Unveiling the Power of Self-Attention for Shipping Cost Prediction: Related Works

14 Jun 2024


(1) P Aditya Sreekar, Amazon and these authors contributed equally to this work {sreekarp@amazon.com};

(2) Sahil Verm, Amazon and these authors contributed equally to this work {vrsahil@amazon.com;}

(3) Varun Madhavan, Indian Institute of Technology, Kharagpur. Work done during internship at Amazon {varunmadhavan@iitkgp.ac.in};

(4) Abhishek Persad, Amazon {persadap@amazon.com}.

Tree-based algorithms are widely used in machine learning for tabular data. Decision trees recursively split the data into multiple parts based on axis-aligned hyper-planes (Hastie et al., 2009). Random Forests (RF) (Breiman, 2001) and Gradient Boosted Decision Trees (GBDT) (Friedman, 2001) are the most commonly used tree based ensembles. RF fits multiple decision trees on random subsets of the data and averages/polls the predictions to alleviate the overfitting characteristic of decision trees. GBDT, XGBoost (Chen and Guestrin, 2016), and CatBoost (Prokhorenkova et al., 2018) are boosted ensemble models that sequentially build decision trees to correct errors made by previous trees, leading to improved performance on complex datasets with non-linear relations.

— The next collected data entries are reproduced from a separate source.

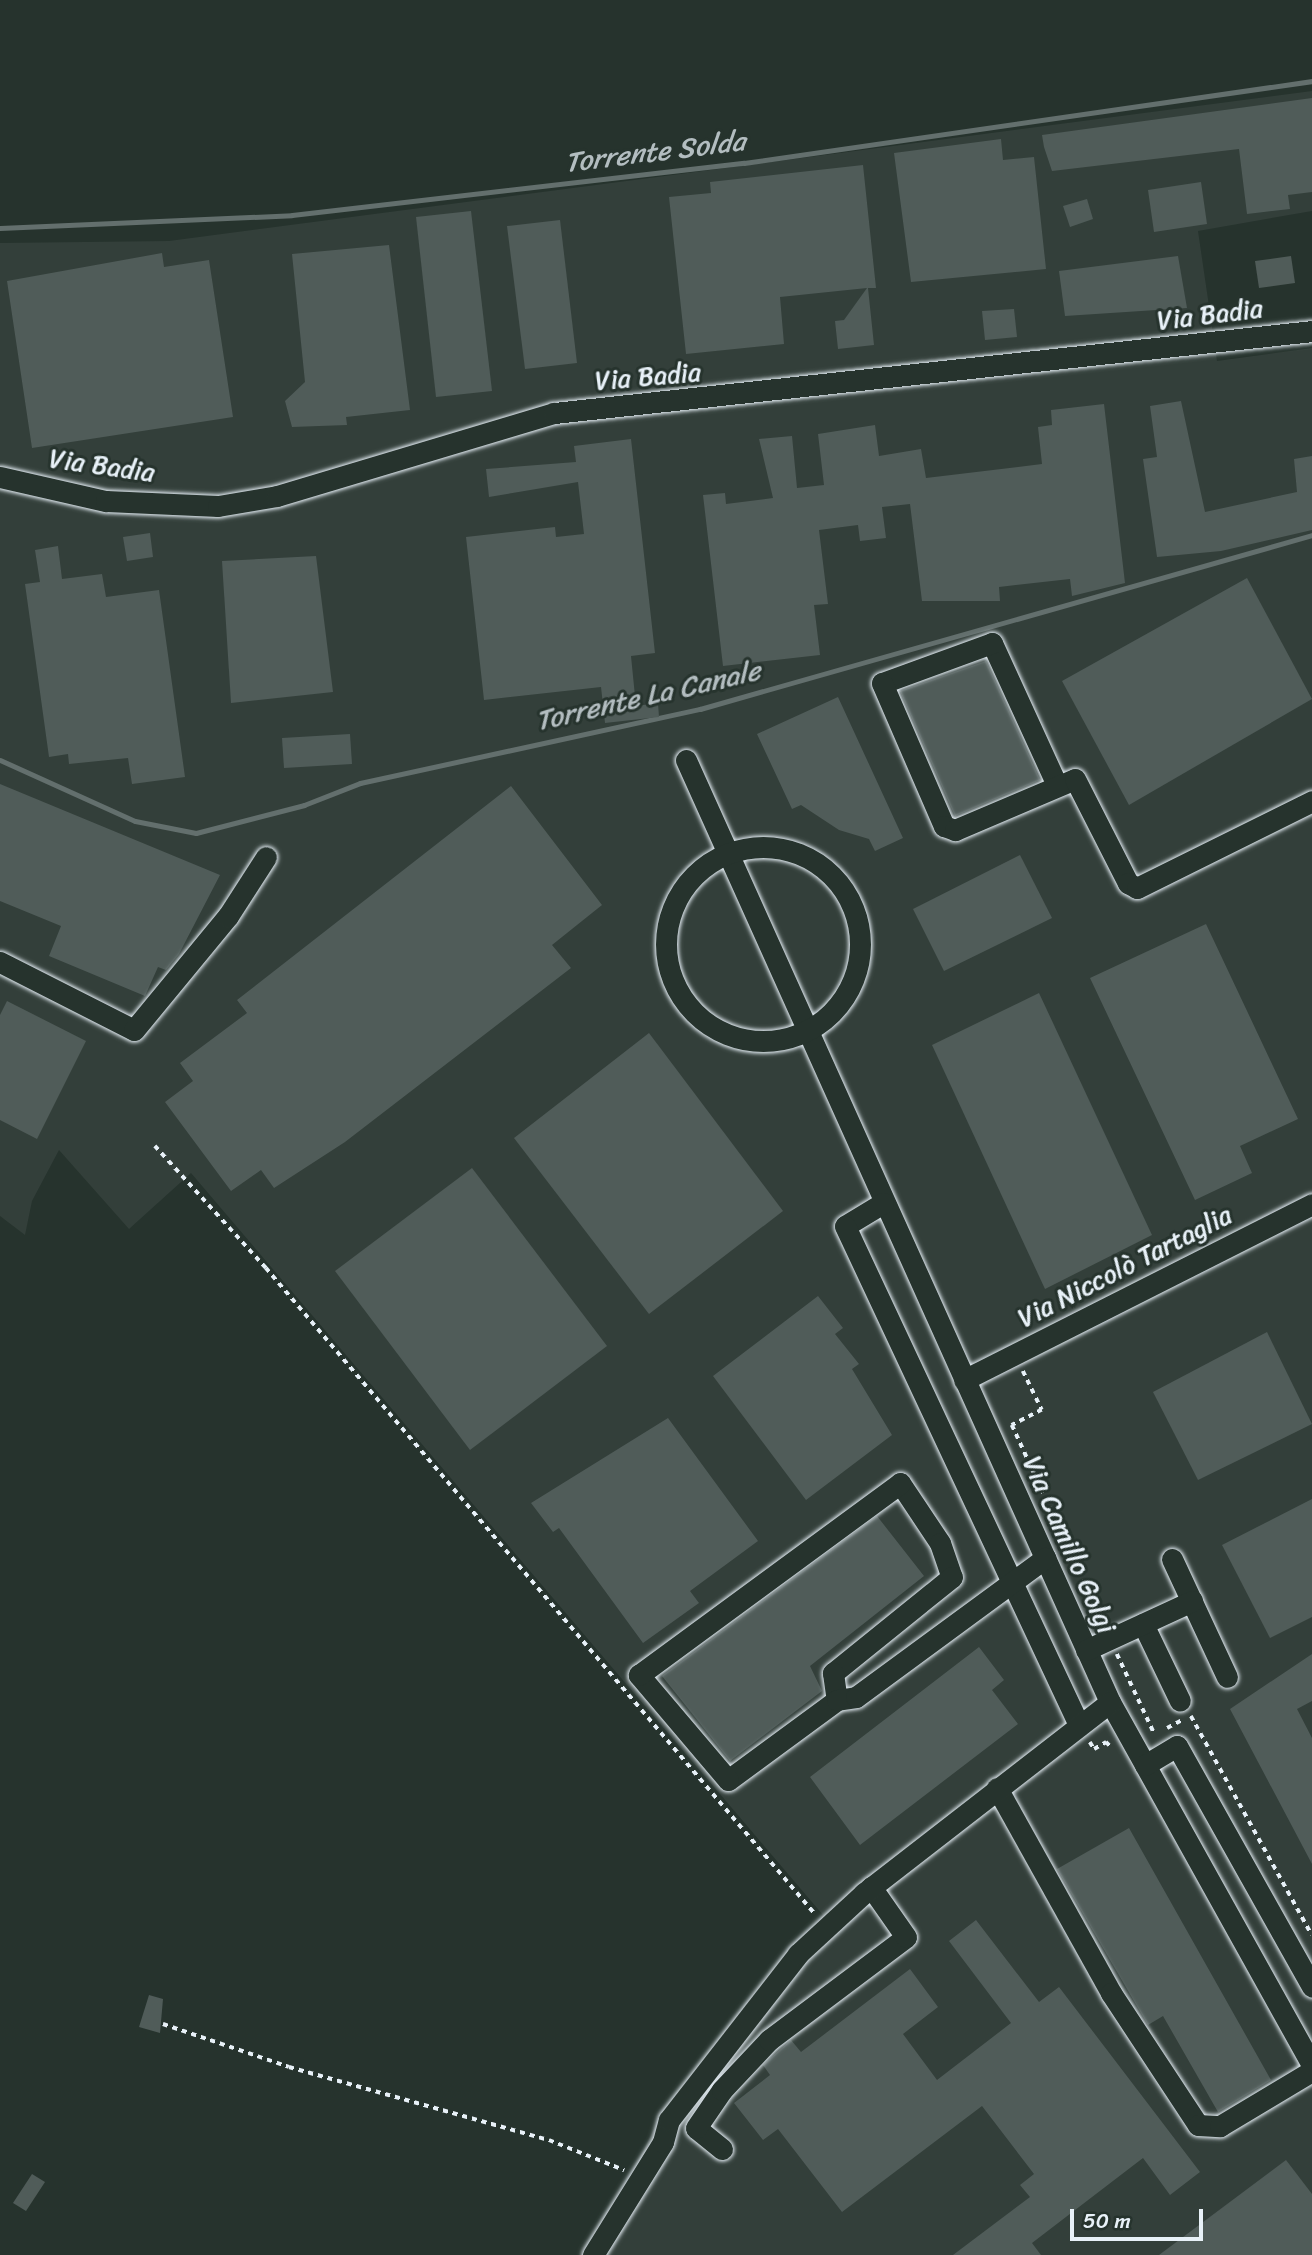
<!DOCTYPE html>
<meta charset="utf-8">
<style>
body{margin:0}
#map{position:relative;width:1312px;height:2255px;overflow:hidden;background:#26332d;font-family:Sriracha,sans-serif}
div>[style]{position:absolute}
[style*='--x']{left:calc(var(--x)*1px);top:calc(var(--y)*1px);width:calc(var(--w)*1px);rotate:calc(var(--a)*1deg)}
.built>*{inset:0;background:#333f3a}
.stream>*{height:5px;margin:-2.5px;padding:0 2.5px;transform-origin:2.5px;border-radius:2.5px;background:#636f6d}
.building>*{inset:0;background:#505c59}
.path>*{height:3.5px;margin-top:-1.75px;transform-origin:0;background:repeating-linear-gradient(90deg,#e8f1f8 0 5px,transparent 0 10px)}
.roads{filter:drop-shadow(0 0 2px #e8f1f8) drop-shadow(0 0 2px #e8f1f8)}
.minor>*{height:21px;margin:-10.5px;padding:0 10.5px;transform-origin:10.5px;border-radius:10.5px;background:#26332d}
.minor>.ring{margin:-10.5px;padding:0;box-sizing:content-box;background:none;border:21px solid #26332d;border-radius:50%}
span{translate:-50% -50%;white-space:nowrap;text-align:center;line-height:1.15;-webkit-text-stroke:6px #26332d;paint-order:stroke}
.street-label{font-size:26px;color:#e8f1f8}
.water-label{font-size:28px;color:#b3bdc0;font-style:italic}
.scale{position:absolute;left:1070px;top:2209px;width:133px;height:32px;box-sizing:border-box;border:4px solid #e8f1f8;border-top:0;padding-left:9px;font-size:21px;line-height:24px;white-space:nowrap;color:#e8f1f8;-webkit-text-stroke:5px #26332d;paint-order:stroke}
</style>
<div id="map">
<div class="built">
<i style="clip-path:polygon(1312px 91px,1312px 211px,1198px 231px,1217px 361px,1312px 348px,1312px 2255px,581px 2255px,628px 2183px,659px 2118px,823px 1915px,191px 1173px,129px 1229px,59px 1150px,32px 1201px,25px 1235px,0 1216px,0 243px,169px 241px)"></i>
</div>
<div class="stream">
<i style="--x:0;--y:228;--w:292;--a:-2.5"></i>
<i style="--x:292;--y:215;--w:455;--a:-6.6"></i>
<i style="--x:744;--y:163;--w:574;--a:-8.21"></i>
<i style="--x:0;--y:760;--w:148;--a:24.3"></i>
<i style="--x:135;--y:821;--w:62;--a:11.1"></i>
<i style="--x:196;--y:833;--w:112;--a:-14.5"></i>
<i style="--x:304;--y:805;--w:60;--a:-21.4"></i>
<i style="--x:360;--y:783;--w:348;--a:-12.3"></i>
<i style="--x:700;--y:709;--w:636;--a:-15.87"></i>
</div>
<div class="building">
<i style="clip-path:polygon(1312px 98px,1312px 192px,1288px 195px,1290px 209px,1247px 214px,1239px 149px,1052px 171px,1044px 147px,1042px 135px)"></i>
<i style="clip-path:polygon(1001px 139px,1003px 160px,1034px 157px,1046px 269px,911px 282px,894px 153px)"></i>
<i style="clip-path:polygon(863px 165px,876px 288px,868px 288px,874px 345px,838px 349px,835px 321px,844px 320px,867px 288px,780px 297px,784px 344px,686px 354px,669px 197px,711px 193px,710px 182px)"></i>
<i style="clip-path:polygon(1201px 182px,1207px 224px,1154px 232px,1148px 190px)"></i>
<i style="clip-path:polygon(1087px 199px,1093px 219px,1070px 227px,1063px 206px)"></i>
<i style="clip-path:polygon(471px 211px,492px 391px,436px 397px,416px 217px)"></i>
<i style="clip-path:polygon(560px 220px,577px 363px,525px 369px,507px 226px)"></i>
<i style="clip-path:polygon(389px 245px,410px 410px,346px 417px,347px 425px,292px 427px,285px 401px,305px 382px,292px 254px)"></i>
<i style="clip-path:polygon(162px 253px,164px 267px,209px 260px,233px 417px,32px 448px,7px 281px)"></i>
<i style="clip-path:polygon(1178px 256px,1187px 308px,1065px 316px,1059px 271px)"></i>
<i style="clip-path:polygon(1291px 256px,1295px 283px,1259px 288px,1255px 261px)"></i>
<i style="clip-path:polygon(1014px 309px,1017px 337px,985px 340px,982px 311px)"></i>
<i style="clip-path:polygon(1181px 401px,1205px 512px,1297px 492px,1294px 459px,1312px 456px,1312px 530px,1221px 551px,1157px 557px,1143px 459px,1157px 457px,1150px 406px)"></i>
<i style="clip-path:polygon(1104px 404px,1125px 583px,1072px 596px,1070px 579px,999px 587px,1000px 601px,922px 601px,910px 504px,882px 507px,886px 538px,860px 541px,858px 525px,819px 530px,828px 604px,814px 605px,820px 655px,723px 666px,703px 495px,725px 493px,726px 504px,773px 498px,759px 439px,792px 436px,797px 488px,824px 485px,818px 434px,875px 425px,879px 456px,921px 449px,926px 478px,1042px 464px,1038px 427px,1052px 425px,1051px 410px)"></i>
<i style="clip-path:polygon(631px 439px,655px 653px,631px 656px,636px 706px,658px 703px,659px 717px,605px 723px,601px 687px,484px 700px,466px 537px,555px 527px,556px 537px,584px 534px,578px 482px,489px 497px,486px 469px,576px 462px,574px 446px)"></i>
<i style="clip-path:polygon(150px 533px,153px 557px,127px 561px,123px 537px)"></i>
<i style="clip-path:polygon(58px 546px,62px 579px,102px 574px,106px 597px,159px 590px,185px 777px,132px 784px,128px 758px,69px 764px,68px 754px,49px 757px,25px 584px,40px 582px,35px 550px)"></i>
<i style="clip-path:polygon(316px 556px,333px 692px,231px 703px,222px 561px)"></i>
<i style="clip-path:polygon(1247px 578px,1312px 699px,1129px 805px,1062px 681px)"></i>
<i style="clip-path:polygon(986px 661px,1040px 780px,955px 816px,900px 691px)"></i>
<i style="clip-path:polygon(838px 697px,903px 838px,875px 851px,869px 839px,839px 830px,801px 805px,792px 809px,757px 734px)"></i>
<i style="clip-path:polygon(350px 734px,352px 764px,284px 768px,282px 738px)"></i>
<i style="clip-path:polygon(0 784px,220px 875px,179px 954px,166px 970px,158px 967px,145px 996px,49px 956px,61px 926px,0 901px)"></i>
<i style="clip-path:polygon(511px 786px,602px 905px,552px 945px,571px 968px,345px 1142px,274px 1188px,261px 1170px,231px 1191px,165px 1102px,193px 1081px,180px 1063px,247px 1013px,237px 1000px)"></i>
<i style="clip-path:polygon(1020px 855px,1052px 918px,944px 971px,913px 909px)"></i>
<i style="clip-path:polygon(1206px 924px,1298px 1119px,1240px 1146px,1252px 1173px,1195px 1200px,1090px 978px)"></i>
<i style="clip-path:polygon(1039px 993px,1152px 1235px,1045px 1289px,932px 1045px)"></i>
<i style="clip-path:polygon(7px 1001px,86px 1041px,37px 1139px,0 1120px,0 1015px)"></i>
<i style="clip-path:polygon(649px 1033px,783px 1211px,649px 1314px,514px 1138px)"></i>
<i style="clip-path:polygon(472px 1168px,607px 1346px,470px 1450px,335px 1271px)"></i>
<i style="clip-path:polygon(818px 1296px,843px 1328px,835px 1334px,859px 1364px,852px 1369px,892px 1435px,806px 1500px,713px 1376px)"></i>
<i style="clip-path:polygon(1267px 1332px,1312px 1424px,1198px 1480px,1153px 1392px)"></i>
<i style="clip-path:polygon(668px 1418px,758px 1541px,690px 1591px,699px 1603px,643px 1643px,559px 1528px,553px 1532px,531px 1503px)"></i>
<i style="clip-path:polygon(1312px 1499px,1312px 1617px,1270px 1638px,1222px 1545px)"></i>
<i style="clip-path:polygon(877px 1516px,924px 1576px,810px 1666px,822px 1691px,730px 1761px,662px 1676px)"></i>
<i style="clip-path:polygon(979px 1647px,1004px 1680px,992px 1690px,1018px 1724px,860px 1845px,810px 1777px)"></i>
<i style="clip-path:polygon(1312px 1654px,1312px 1701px,1297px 1709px,1312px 1738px,1312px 1864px,1230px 1709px)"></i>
<i style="clip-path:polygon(1129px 1828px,1271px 2080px,1218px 2112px,1163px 2016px,1148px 2025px,1057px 1869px)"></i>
<i style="clip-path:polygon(976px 1920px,1039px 2002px,1059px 1987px,1200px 2172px,1170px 2195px,1143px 2158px,1032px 2243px,1041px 2255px,953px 2255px,1030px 2197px,1020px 2185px,1034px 2174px,982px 2106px,842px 2212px,778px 2129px,763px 2140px,734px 2103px,770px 2075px,763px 2065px,791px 2040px,801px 2052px,910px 1969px,938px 2007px,903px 2034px,937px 2080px,1011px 2023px,949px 1941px)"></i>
<i style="clip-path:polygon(149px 1995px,163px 1999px,160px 2033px,139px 2027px)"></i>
<i style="clip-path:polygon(1286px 2160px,1312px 2194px,1312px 2255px,1159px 2255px)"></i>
<i style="clip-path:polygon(32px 2174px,45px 2182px,26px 2211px,13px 2203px)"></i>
</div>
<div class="path">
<i style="--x:155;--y:1146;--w:165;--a:47.7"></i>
<i style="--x:266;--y:1268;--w:848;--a:49.64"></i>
<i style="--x:1023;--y:1371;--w:43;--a:64"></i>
<i style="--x:1042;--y:1410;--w:34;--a:153"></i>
<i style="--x:1012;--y:1425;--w:217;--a:65.4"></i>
<i style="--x:1117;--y:1654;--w:89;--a:64.9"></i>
<i style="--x:1191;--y:1716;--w:250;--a:61.1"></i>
<i style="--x:1167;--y:1728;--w:17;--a:-28"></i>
<i style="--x:1090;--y:1742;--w:8;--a:60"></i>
<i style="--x:1094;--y:1749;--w:14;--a:-30"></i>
<i style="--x:1106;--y:1742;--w:7;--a:45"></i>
<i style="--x:163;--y:2024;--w:133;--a:18.8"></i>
<i style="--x:289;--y:2067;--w:270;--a:15.7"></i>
<i style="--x:549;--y:2140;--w:81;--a:21.8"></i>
</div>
<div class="roads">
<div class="minor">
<i style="--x:0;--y:477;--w:109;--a:12.8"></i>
<i style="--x:106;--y:501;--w:112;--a:2.6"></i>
<i style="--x:218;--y:506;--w:60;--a:-9.6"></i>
<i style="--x:277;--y:496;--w:289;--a:-16.7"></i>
<i style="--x:554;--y:413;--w:762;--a:-6.17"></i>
<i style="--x:686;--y:760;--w:1033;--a:65.77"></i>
<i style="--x:1110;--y:1702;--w:415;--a:60.9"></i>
<i style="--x:1056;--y:783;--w:154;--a:-114.6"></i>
<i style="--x:992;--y:643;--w:117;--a:160"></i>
<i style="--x:882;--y:683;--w:156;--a:66.6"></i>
<i style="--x:944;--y:826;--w:12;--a:20"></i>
<i style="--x:955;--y:830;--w:130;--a:-23"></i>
<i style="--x:1075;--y:779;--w:117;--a:63"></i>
<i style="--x:1128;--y:883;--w:10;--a:29"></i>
<i style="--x:1137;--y:888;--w:195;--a:-26.4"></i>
<i class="ring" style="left:666px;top:847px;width:173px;height:173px"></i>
<i style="--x:0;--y:962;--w:150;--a:26.9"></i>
<i style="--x:134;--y:1030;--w:148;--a:-50.5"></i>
<i style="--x:228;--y:916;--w:70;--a:-57.2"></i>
<i style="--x:883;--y:1203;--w:44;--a:148.8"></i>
<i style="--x:845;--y:1226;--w:551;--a:64.88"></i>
<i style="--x:964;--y:1380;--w:390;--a:-26.8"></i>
<i style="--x:900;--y:1483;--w:72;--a:56.3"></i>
<i style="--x:940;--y:1543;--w:36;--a:71"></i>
<i style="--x:952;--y:1577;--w:153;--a:141.1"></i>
<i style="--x:833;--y:1673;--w:27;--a:82"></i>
<i style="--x:837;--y:1700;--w:135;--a:143.7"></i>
<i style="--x:728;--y:1780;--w:138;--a:-130.3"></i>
<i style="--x:639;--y:1675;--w:324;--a:-36.3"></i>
<i style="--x:1172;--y:1559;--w:130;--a:65"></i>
<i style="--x:1143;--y:1624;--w:85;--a:64.3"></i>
<i style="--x:1086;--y:1650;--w:117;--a:-24.8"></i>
<i style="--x:837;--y:1700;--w:19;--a:-9"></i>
<i style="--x:856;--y:1697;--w:235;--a:-36.3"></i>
<i style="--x:1145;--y:1765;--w:37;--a:-31"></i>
<i style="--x:1177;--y:1746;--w:276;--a:60.7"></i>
<i style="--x:997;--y:1788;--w:235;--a:60.9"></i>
<i style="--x:1111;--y:1993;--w:158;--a:56.6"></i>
<i style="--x:1198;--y:2125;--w:22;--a:3"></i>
<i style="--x:1220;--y:2126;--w:107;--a:-30.9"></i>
<i style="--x:722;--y:2149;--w:33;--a:-141"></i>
<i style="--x:696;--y:2128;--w:46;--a:-55.6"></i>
<i style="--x:722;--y:2090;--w:69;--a:-46.8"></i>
<i style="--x:769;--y:2040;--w:171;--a:-36.9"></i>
<i style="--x:906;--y:1937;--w:61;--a:-125"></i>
<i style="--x:593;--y:2255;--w:133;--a:-58.2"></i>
<i style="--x:663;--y:2142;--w:23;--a:-75"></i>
<i style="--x:669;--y:2120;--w:210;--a:-52.1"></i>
<i style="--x:798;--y:1954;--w:90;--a:-42.7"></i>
<i style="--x:864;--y:1893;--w:311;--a:-37.8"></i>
</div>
</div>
<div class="street-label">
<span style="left:1210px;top:315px;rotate:-7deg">Via Badia</span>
<span style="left:648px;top:377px;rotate:-5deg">Via Badia</span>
<span style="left:102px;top:466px;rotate:8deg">Via Badia</span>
<span style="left:1125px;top:1267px;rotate:-27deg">Via Niccolò Tartaglia</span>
<span style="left:1069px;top:1545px;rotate:66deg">Via Camillo Golgi</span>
</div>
<div class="water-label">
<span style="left:655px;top:152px;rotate:-7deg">Torrente Solda</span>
<span style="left:648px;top:696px;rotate:-13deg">Torrente La Canale</span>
</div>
<div class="scale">50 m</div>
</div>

Recently, there has been a lot of interest in deep learning models for tabular data. Some methods introduce differentiable approximations of decision functions used in decision trees to make them differentiable (Hazimeh et al., 2020; Popov et al., 2019). These methods outperform pure tree based problem for some problem statements, however, they are not consistently better (Gorishniy et al., 2021). Other methods have used attention mechanisms to adapt DL methods to tabular data (Arik et al., 2019; Huang et al., 2020; Gorishniy et al., 2021; Somepalli et al., 2021; Chen et al., 2022). TabNet (Arik et al., 2019) proposes a sparse attention mechanism that is stacked in multiple layers to mimic the recursive splitting of decision trees. Inspired from the success of self-attention transformers (Vaswani et al., 2017) in many domains (Devlin et al., 2019; Dosovitskiy et al., 2021; Gong et al., 2021) methods like TabTransformer (Huang et al., 2020), FT-Transformer (Gorishniy et al., 2021) and SAINT (Somepalli et al., 2021) were proposed. TabTransformer embeds all categorical variables into a unified embedding space, and a sentence of categorical embeddings is passed through self-attention transformer layers. FT-Transformer further extends this by attending to numerical features as well, by using continuous embedding. SAINT builds on FT-Transformer by proposing a new kind of attention which captures interactions between samples of a batch. However, SAINT does not provide any advantage over FT-Transformer for our problem statement, because intersample attention is only effective when the number of dimensions is higher in comparision to the number of samples, thus we do not compare RCT against SAINT (Somepalli et al., 2021).

Figure 1: (a) Input encoder layer of Rate Card Transformer. (b) RCT Architecture

This paper is available on arxiv under CC BY-NC-ND 4.0 DEED license.